Querity enables expressive, consistent, and secure querying capabilities across your stack – from API consumers to the database layer – with minimal effort.
> 💡 Whether you're building internal tools or public APIs, Querity helps you deliver powerful query functionality without reinventing the wheel.
See the live demo at ➡️ [Querity Demo](https://querity-demo.onrender.com/) ⬅️.
## Running
Run the application with the following command:
```bash
./mvnw -Pwith-frontend spring-boot:run
```
Then open your browser to `http://localhost:8080`, you should see a simple web page with a form to query the orders.
There's also a Swagger-UI interface available at `http://localhost:8080/swagger-ui/index.html` to test the API.
Now try out the query language by replacing the query string with any valid query (see [Documentation](https://queritylib.github.io/querity/#query-language-syntax)).
Some examples:
`shippingCustomer.address.country="France" sort by placementDate desc page 1,20`
> This query filters by shipping address country, sorts the results by placement date in descending order and paginates
> the results, returning the first page with 20 elements.

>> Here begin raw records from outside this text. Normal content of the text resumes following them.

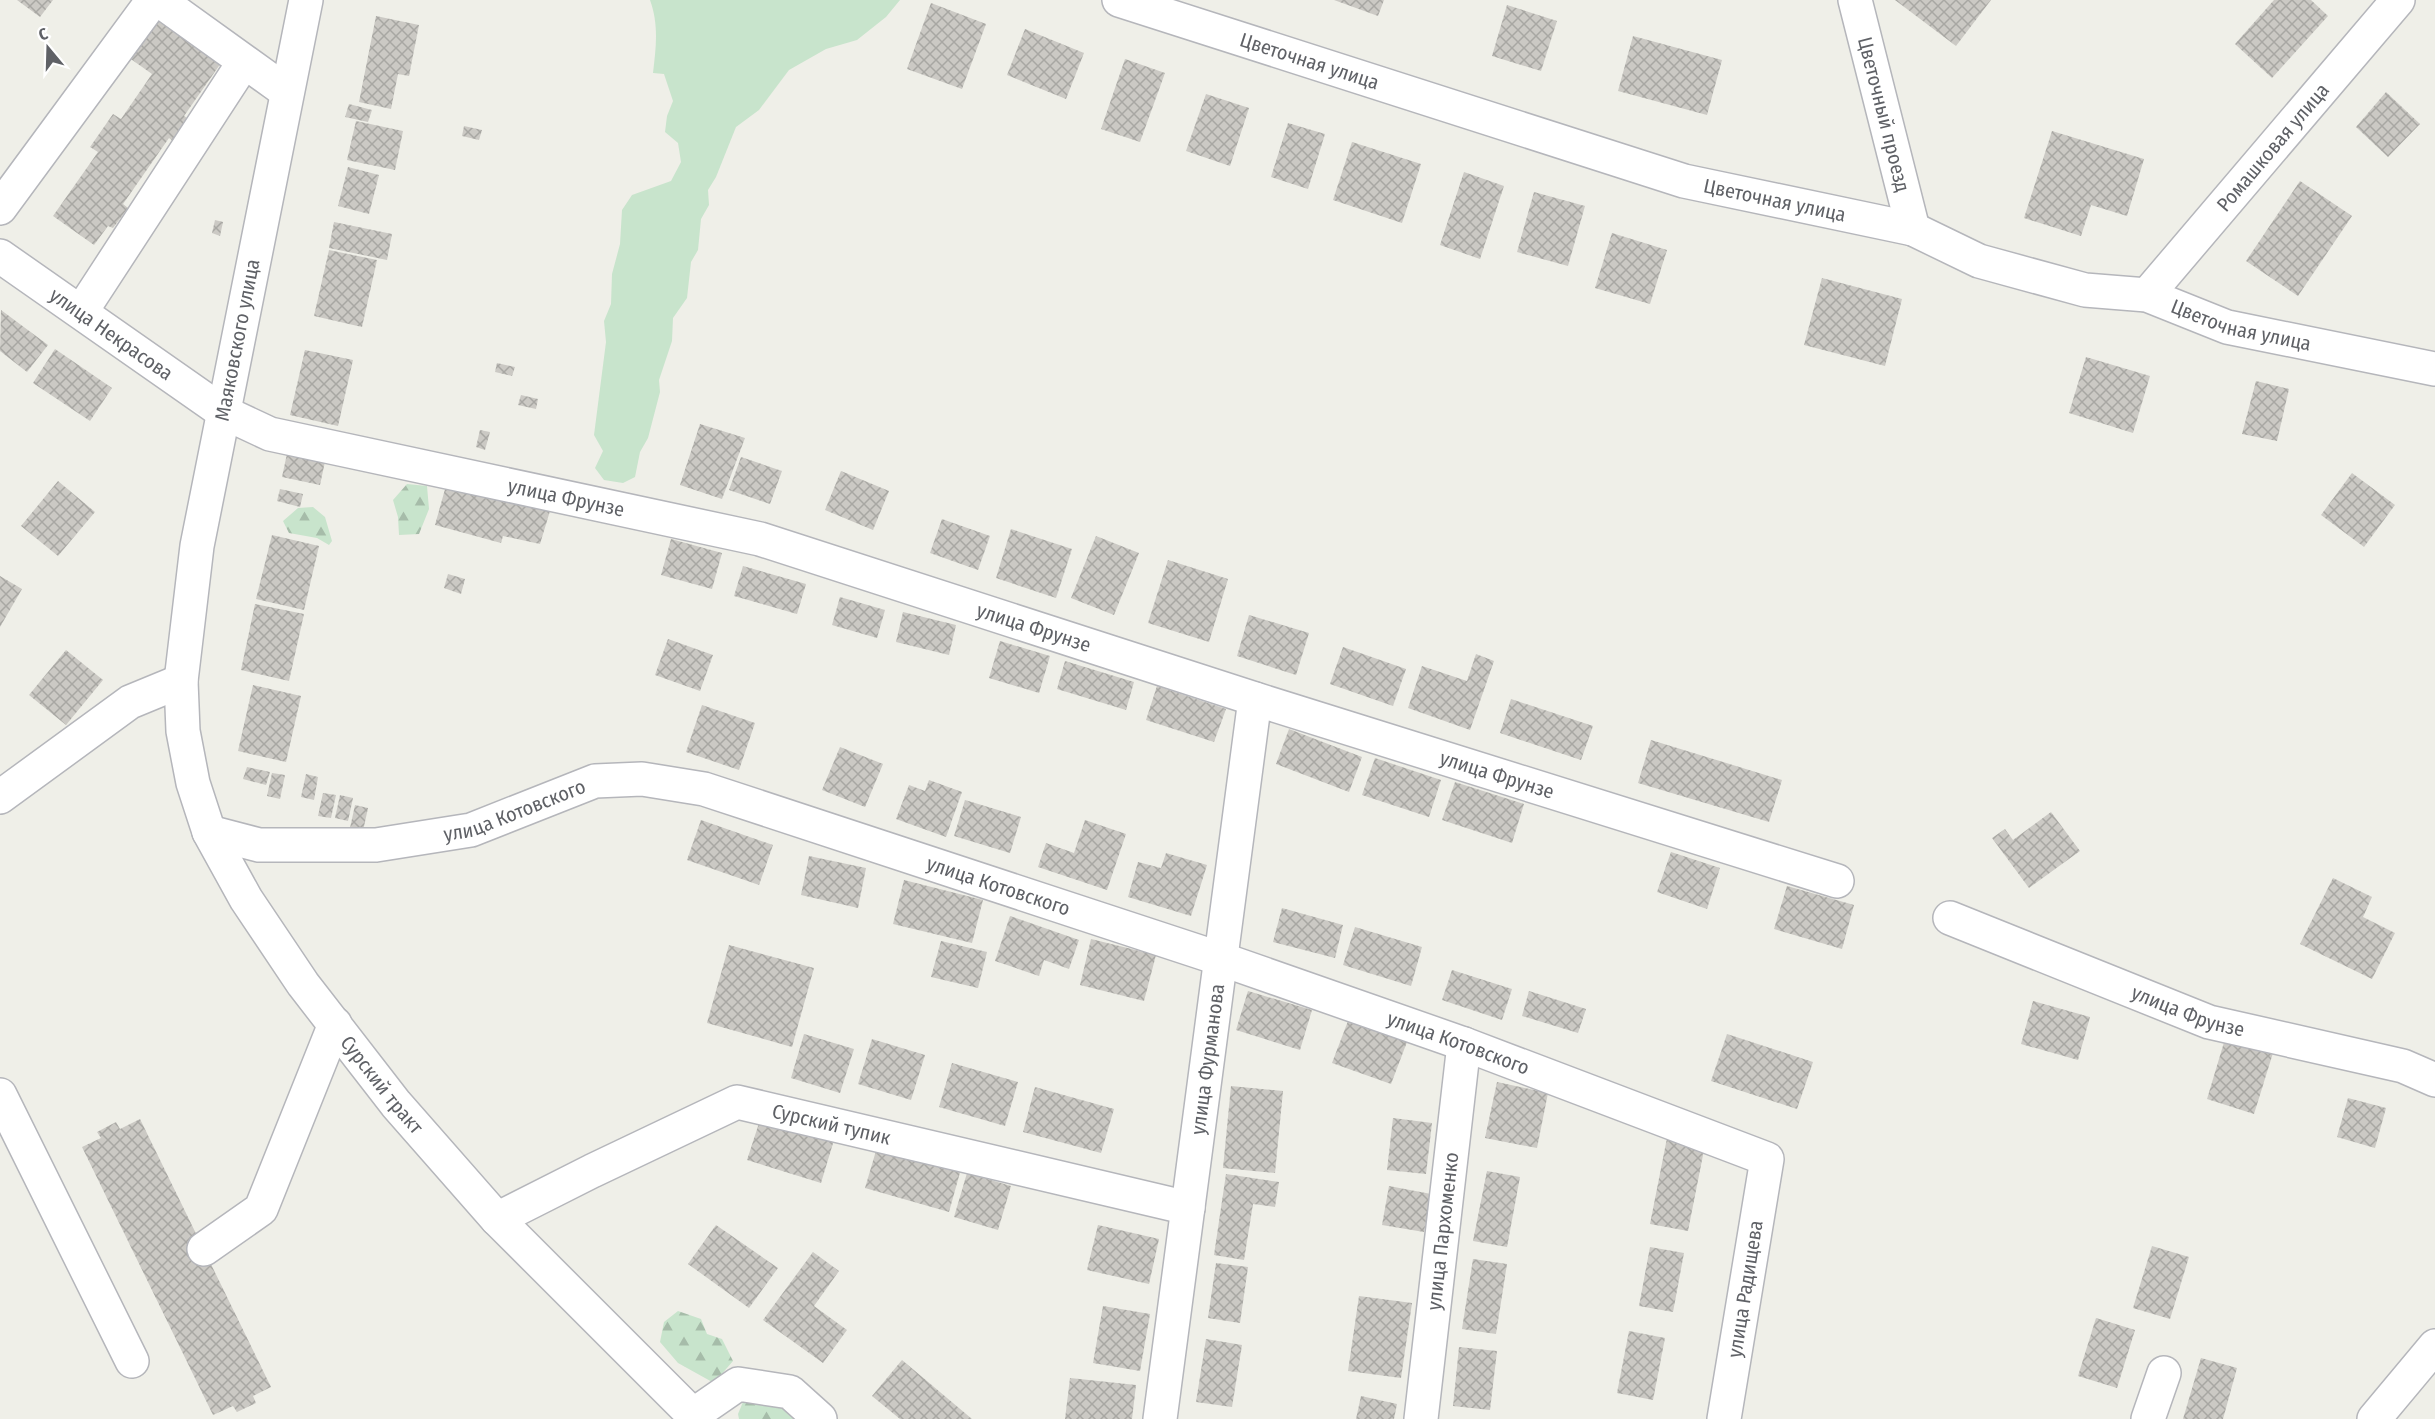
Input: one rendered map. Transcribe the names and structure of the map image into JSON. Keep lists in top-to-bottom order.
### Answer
{
  "streets": {
    "street": [
      "Цветочная улица",
      "Цветочный проезд",
      "Ромашковая улица",
      "улица Некрасова",
      "Маяковского улица",
      "улица Фрунзе",
      "улица Котовского",
      "улица Фурманова",
      "Сурский тракт",
      "Сурский тупик",
      "улица Пархоменко",
      "улица Радищева"
    ]
  },
  "crossings": [
    ["Цветочная улица", "Цветочный проезд"],
    ["Цветочная улица", "Ромашковая улица"],
    ["улица Некрасова", "Маяковского улица"],
    ["улица Некрасова", "улица Фрунзе"],
    ["Маяковского улица", "улица Фрунзе"],
    ["Маяковского улица", "Сурский тракт"],
    ["улица Фрунзе", "улица Фурманова"],
    ["улица Котовского", "улица Фурманова"],
    ["улица Котовского", "Сурский тракт"],
    ["улица Котовского", "улица Пархоменко"],
    ["улица Котовского", "улица Радищева"],
    ["улица Фурманова", "Сурский тупик"],
    ["Сурский тракт", "Сурский тупик"]
  ],
  "north": "top"
}
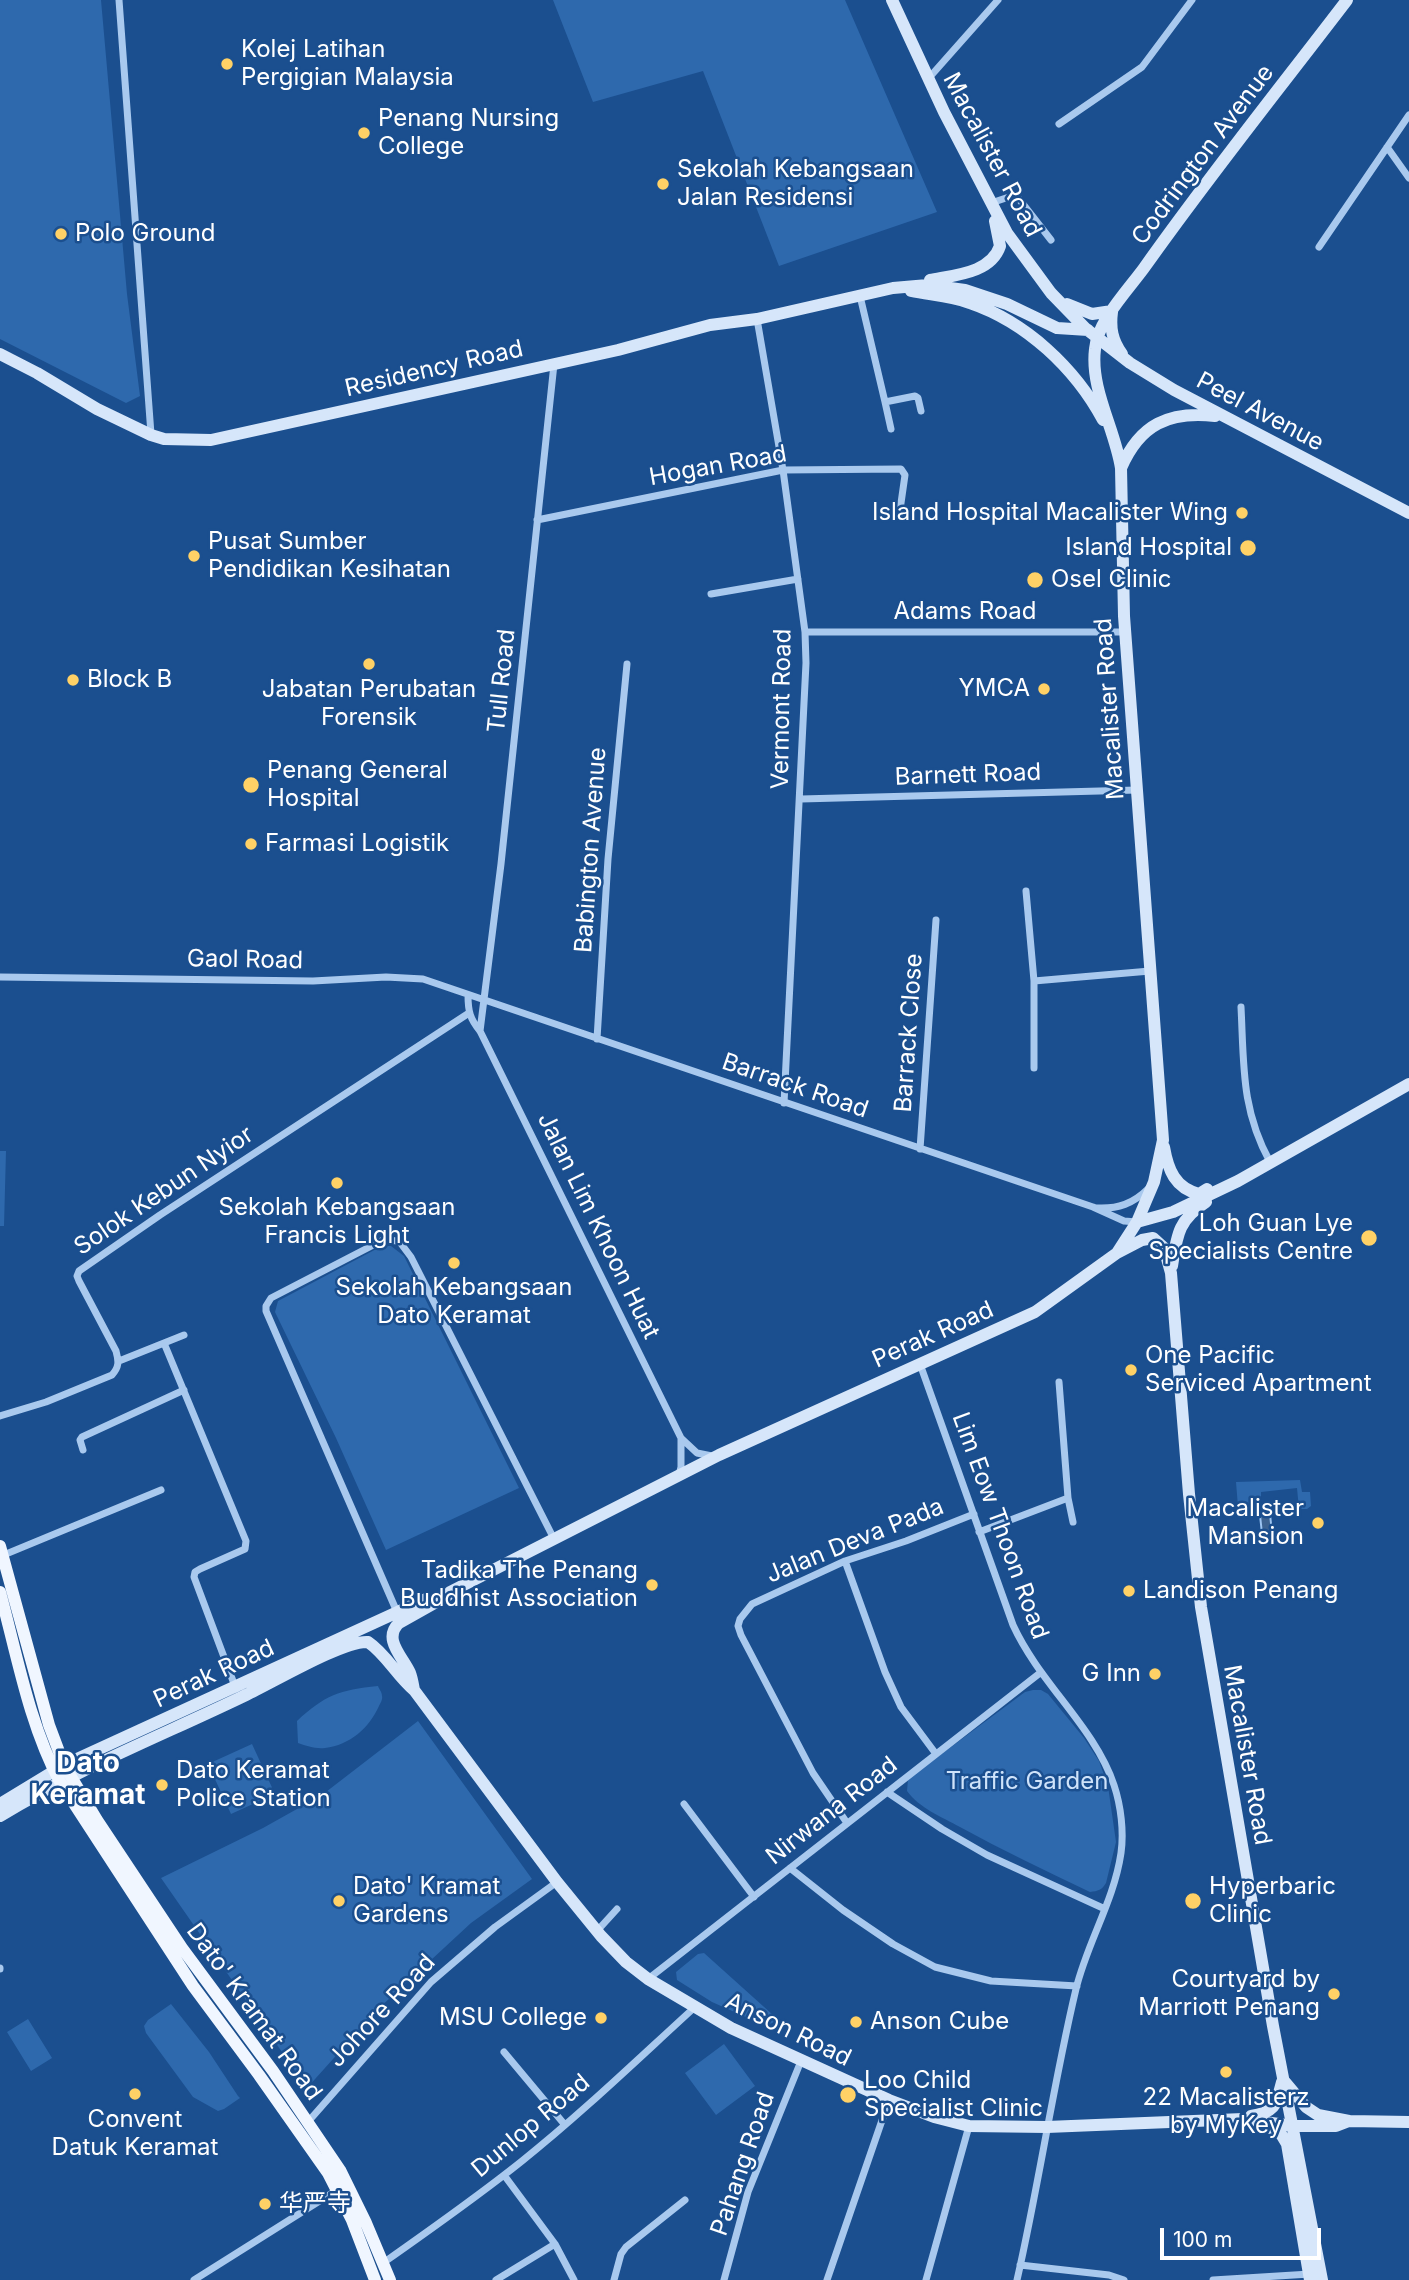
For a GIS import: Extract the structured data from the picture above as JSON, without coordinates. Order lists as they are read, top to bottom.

`distinct and(rows.totalPrice>1000, currency="EUR") sort by totalPrice desc page 1,10`
> Notice how the above query string filters by a field nested in a collection (`rows.totalPrice`).
>
> In this case the `distinct` keyword is used to avoid duplicate rows and pagination issues.
## Other info
You can view the ER diagram of the database [here](/assets/er-diagram.png).